How to create an adult writing workshop
The workshop proposal
The next step is to develop a workshop proposal. These five steps can help.
- What specific types of writing or writing techniques do you plan to teach? Do you see yourself teaching professional writing (resumes and cover letters) or creative nonfiction (essays, poems, articles)? Would your instruction focus more on the nuts and bolts of grammar, or on organization and clarity? This helps a program manager determine if students will find value in your workshop and to market the workshop to the appropriate population.
- Do you have previous teaching or other relevant experience that qualifies you to run this workshop? Do you have your MFA or teaching credentials? Has your writing ever been published? Do you have experience working with the elderly or immigrants?
- How many students do you plan to work with? This helps a program manager determine the best location for the workshops and anticipate possible material costs (if any). Don’t overestimate this number if you’ve never taught before. It’s better to have a small group of students and a productive workshop than too many students and a chaotic teaching experience.

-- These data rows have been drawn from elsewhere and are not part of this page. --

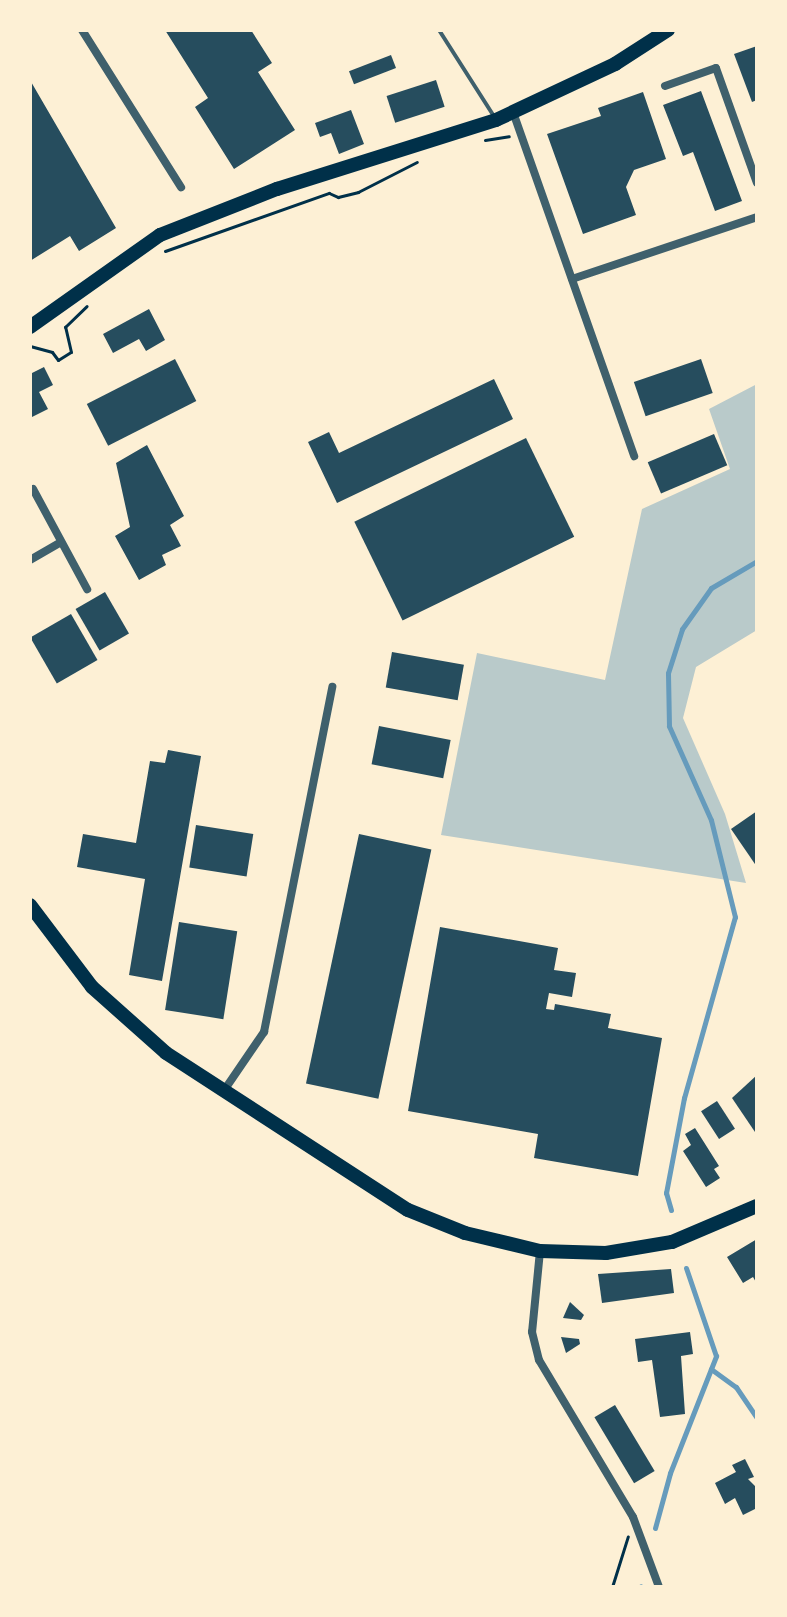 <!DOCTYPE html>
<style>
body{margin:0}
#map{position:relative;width:787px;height:1617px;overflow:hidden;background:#fdf0d5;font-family:Lato,sans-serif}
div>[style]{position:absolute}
.green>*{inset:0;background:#b9caca}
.stream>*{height:5px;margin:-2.5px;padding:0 2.5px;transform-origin:2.5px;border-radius:2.5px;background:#669bbc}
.building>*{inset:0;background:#264d5e;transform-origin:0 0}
.path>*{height:3px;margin:-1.5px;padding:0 1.5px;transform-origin:1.5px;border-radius:1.5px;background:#003049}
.service>*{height:4px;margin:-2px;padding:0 2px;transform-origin:2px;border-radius:2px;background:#3f606c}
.minor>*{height:8px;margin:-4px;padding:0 4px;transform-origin:4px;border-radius:4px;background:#3f606c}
.primary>*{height:14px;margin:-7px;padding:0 7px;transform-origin:7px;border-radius:7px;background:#003049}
span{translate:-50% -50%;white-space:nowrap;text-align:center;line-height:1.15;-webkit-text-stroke:6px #fdf0d5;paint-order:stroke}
.frame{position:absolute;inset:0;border:32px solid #fdf0d5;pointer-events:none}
</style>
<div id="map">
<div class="green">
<div style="clip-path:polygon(757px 384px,757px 630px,696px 667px,683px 718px,725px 814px,746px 883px,441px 835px,477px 653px,605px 680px,642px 509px,730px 469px,709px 409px)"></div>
</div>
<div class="stream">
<div style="left:671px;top:1210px;width:18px;rotate:-106deg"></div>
<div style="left:666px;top:1193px;width:97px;rotate:-79.3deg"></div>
<div style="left:684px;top:1098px;width:188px;rotate:-74.3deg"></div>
<div style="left:735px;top:917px;width:100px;rotate:-103.9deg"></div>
<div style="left:711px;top:820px;width:103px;rotate:-114.1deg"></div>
<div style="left:669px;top:726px;width:53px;rotate:-91.1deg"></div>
<div style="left:668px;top:673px;width:46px;rotate:-72.3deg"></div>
<div style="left:682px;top:629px;width:50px;rotate:-54.7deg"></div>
<div style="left:711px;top:588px;width:53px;rotate:-30.4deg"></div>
<div style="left:711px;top:1369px;width:31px;rotate:36deg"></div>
<div style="left:736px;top:1387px;width:37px;rotate:56deg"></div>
<div style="left:655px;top:1528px;width:57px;rotate:-74.7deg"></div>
<div style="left:670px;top:1473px;width:126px;rotate:-68.5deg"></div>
<div style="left:716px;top:1356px;width:93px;rotate:-108.8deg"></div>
<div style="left:640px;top:1587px;width:1px;rotate:-45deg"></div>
</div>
<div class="building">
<div style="clip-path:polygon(165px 30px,251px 30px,272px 63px,258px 72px,295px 130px,234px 169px,195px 107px,208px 98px)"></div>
<div style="clip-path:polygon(757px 46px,757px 100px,752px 102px,734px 54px)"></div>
<div style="left:391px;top:55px;width:14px;height:45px;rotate:69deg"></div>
<div style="clip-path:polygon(30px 80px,116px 228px,79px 251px,70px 236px,30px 261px)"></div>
<div style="left:436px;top:80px;width:28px;height:52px;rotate:72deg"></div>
<div style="clip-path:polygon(701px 91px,742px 201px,715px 211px,693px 152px,683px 156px,663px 105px)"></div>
<div style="clip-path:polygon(643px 92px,666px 159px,634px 170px,626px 187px,636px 215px,583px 234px,547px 134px,601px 116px,598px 108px)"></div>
<div style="clip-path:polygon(351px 110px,364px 144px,339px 154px,331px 133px,320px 137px,315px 123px)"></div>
<div style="clip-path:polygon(149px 309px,165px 340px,146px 351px,139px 339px,113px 353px,103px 334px)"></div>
<div style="left:175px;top:359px;width:47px;height:99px;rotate:63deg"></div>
<div style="left:701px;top:359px;width:36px;height:71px;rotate:71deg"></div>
<div style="clip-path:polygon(44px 367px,53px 385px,39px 392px,48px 409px,30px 418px,30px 374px)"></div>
<div style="clip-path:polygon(494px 379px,513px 419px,337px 503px,308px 442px,329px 432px,339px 453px)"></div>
<div style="left:714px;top:434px;width:34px;height:72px;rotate:67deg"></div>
<div style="left:526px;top:438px;width:110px;height:191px;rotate:64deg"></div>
<div style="clip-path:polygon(147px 445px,184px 516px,170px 525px,181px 546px,162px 555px,166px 565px,139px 580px,115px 536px,130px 527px,116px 463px)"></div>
<div style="left:105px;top:592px;width:48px;height:34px;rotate:60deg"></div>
<div style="left:71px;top:614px;width:53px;height:47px;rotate:60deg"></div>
<div style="left:392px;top:652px;width:73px;height:36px;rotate:10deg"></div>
<div style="left:379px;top:726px;width:73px;height:39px;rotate:11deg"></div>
<div style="clip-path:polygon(168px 750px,201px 756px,162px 981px,129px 975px,145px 879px,77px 867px,83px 834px,136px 843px,150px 761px,165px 763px)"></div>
<div style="clip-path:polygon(757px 811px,757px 867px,731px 829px)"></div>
<div style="left:196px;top:825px;width:58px;height:43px;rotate:9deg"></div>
<div style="left:359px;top:834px;width:74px;height:255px;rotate:12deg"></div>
<div style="left:179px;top:922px;width:59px;height:89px;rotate:9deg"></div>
<div style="clip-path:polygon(440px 927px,558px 948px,554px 970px,576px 973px,572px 997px,549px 993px,546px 1009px,554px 1010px,555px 1004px,611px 1014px,608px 1028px,662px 1038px,638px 1176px,534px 1158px,538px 1134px,408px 1111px)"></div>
<div style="clip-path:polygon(757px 1075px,757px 1135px,732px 1098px)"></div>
<div style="left:717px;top:1101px;width:33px;height:19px;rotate:57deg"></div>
<div style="clip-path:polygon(695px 1128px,719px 1166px,714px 1169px,720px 1178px,706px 1187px,683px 1151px,691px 1145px,685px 1134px)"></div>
<div style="clip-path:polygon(757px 1239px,757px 1284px,753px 1277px,743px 1283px,727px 1257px)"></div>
<div style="clip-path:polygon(671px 1269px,674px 1293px,602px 1303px,598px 1274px)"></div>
<div style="clip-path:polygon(570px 1302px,584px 1315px,581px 1320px,563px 1318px)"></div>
<div style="clip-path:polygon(690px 1332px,693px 1354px,681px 1356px,685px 1414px,660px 1417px,652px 1360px,638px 1362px,635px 1339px)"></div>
<div style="clip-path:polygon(561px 1337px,579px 1339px,580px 1344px,566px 1353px)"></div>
<div style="left:615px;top:1405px;width:77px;height:24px;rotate:59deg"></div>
<div style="clip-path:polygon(745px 1459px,754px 1477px,748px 1479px,757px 1488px,757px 1508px,743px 1515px,735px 1498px,725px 1504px,715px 1483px,736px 1472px,732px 1465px)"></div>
</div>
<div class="path">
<div style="left:485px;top:140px;width:24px;rotate:-9deg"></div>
<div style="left:165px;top:251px;width:174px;rotate:-19.5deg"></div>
<div style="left:329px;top:193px;width:10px;rotate:24deg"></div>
<div style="left:338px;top:197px;width:21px;rotate:-14deg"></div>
<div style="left:358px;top:192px;width:66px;rotate:-27deg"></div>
<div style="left:30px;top:346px;width:23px;rotate:15deg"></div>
<div style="left:52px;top:352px;width:10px;rotate:53deg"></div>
<div style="left:58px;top:360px;width:15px;rotate:-32deg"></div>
<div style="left:71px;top:352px;width:26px;rotate:-103deg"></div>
<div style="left:65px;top:327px;width:30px;rotate:-44deg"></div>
<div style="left:612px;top:1587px;width:53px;rotate:-72.6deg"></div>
</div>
<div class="service">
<div style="left:439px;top:30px;width:104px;rotate:57.5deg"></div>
</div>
<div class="minor">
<div style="left:82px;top:30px;width:186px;rotate:57.8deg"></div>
<div style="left:665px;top:86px;width:54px;rotate:-19.4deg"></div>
<div style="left:716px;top:68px;width:122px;rotate:70.4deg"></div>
<div style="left:513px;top:112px;width:365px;rotate:70.6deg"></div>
<div style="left:572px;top:279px;width:195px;rotate:-18.5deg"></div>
<div style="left:33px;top:489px;width:114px;rotate:61.6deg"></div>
<div style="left:30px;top:560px;width:34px;rotate:-30deg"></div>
<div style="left:223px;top:1092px;width:73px;rotate:-55.7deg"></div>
<div style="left:264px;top:1032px;width:352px;rotate:-78.8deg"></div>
<div style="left:540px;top:1251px;width:81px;rotate:95.6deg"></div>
<div style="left:532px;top:1332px;width:29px;rotate:76deg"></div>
<div style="left:539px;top:1360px;width:183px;rotate:59.1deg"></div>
<div style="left:633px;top:1517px;width:75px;rotate:69.6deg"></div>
</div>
<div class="primary">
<div style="left:30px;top:327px;width:159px;rotate:-35.3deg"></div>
<div style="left:160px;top:235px;width:126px;rotate:-21.5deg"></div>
<div style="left:277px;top:189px;width:230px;rotate:-17.5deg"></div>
<div style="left:496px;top:120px;width:132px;rotate:-25.2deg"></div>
<div style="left:615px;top:64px;width:63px;rotate:-32.7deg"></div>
<div style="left:30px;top:905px;width:103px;rotate:52.9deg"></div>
<div style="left:92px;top:987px;width:99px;rotate:41.7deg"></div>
<div style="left:166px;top:1053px;width:288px;rotate:33deg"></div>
<div style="left:408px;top:1210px;width:61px;rotate:22deg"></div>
<div style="left:465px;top:1233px;width:77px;rotate:13.5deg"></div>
<div style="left:540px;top:1251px;width:66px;rotate:1.7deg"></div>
<div style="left:606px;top:1253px;width:67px;rotate:-9.5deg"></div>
<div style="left:672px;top:1242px;width:92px;rotate:-23deg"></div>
</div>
<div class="frame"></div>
</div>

- What days and times do you plan to hold your workshop? How long will your workshop run (five weeks, two months, all year)? Again, this helps a program manager determine the best location for your class and schedule your proposed workshop around existing classes. You should also consider the amount of time adult students could dedicate to completing a workshop. Could your students attend classes twice a week for fewer weeks, creating a more ‘accelerated’ program?
- What kind of support would you require from the organization to facilitate this workshop? Do you need help marketing and promoting the workshop? Do you need suggestions for resources? Will you have to purchase instructional materials? Hint: The more you can take on, the more appealing it will be to an overworked program manager.